** Task description **
Would you print the listing that follows exactly, but without its pictures?

------

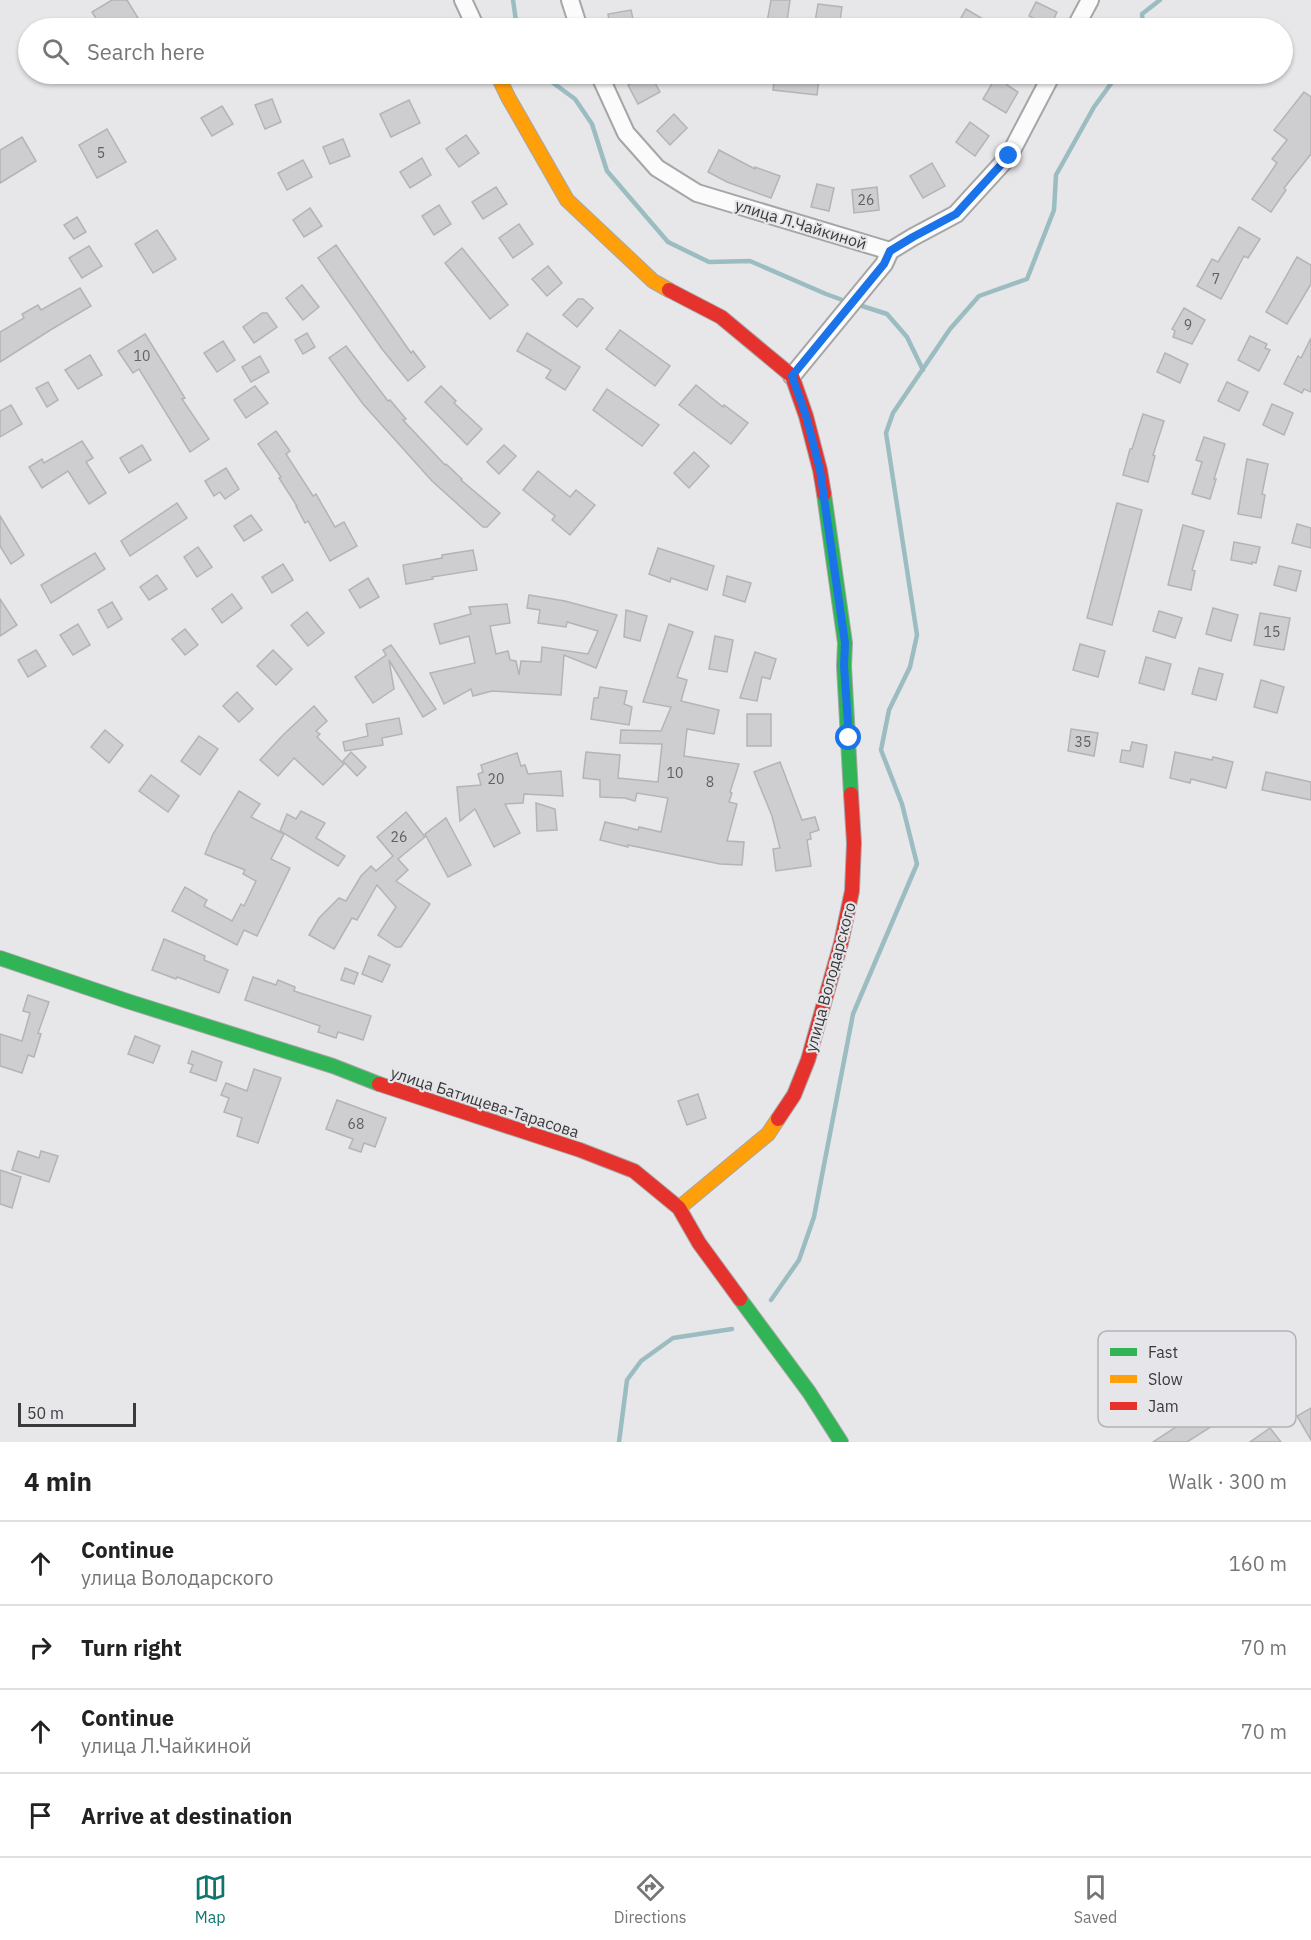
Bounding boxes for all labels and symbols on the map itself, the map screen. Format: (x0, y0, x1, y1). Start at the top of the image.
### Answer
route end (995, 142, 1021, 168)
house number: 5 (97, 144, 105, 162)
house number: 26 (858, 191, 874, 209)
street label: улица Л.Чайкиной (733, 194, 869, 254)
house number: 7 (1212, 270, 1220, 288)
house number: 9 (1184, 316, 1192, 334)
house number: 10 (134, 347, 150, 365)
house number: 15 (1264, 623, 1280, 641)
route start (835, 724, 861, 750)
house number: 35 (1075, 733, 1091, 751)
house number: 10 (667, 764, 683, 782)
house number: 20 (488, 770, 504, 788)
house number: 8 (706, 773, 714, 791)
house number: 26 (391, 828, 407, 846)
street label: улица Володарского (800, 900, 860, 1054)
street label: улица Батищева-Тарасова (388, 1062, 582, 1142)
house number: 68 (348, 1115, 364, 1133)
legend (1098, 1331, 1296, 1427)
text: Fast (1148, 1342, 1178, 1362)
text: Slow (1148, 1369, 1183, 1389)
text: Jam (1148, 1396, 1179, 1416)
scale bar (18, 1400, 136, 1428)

------

** The completed task **
Bounding boxes for all labels and symbols on the map itself, the map screen. Format: (x0, y0, x1, y1). Start at the top of the image.
### Answer
route end (995, 142, 1021, 168)
house number: 5 (97, 144, 105, 162)
house number: 26 (858, 191, 874, 209)
street label: улица Л.Чайкиной (733, 194, 869, 254)
house number: 7 (1212, 270, 1220, 288)
house number: 9 (1184, 316, 1192, 334)
house number: 10 (134, 347, 150, 365)
house number: 15 (1264, 623, 1280, 641)
route start (835, 724, 861, 750)
house number: 35 (1075, 733, 1091, 751)
house number: 10 (667, 764, 683, 782)
house number: 20 (488, 770, 504, 788)
house number: 8 (706, 773, 714, 791)
house number: 26 (391, 828, 407, 846)
street label: улица Володарского (800, 900, 860, 1054)
street label: улица Батищева-Тарасова (388, 1062, 582, 1142)
house number: 68 (348, 1115, 364, 1133)
legend (1098, 1331, 1296, 1427)
text: Fast (1148, 1342, 1178, 1362)
text: Slow (1148, 1369, 1183, 1389)
text: Jam (1148, 1396, 1179, 1416)
scale bar (18, 1400, 136, 1428)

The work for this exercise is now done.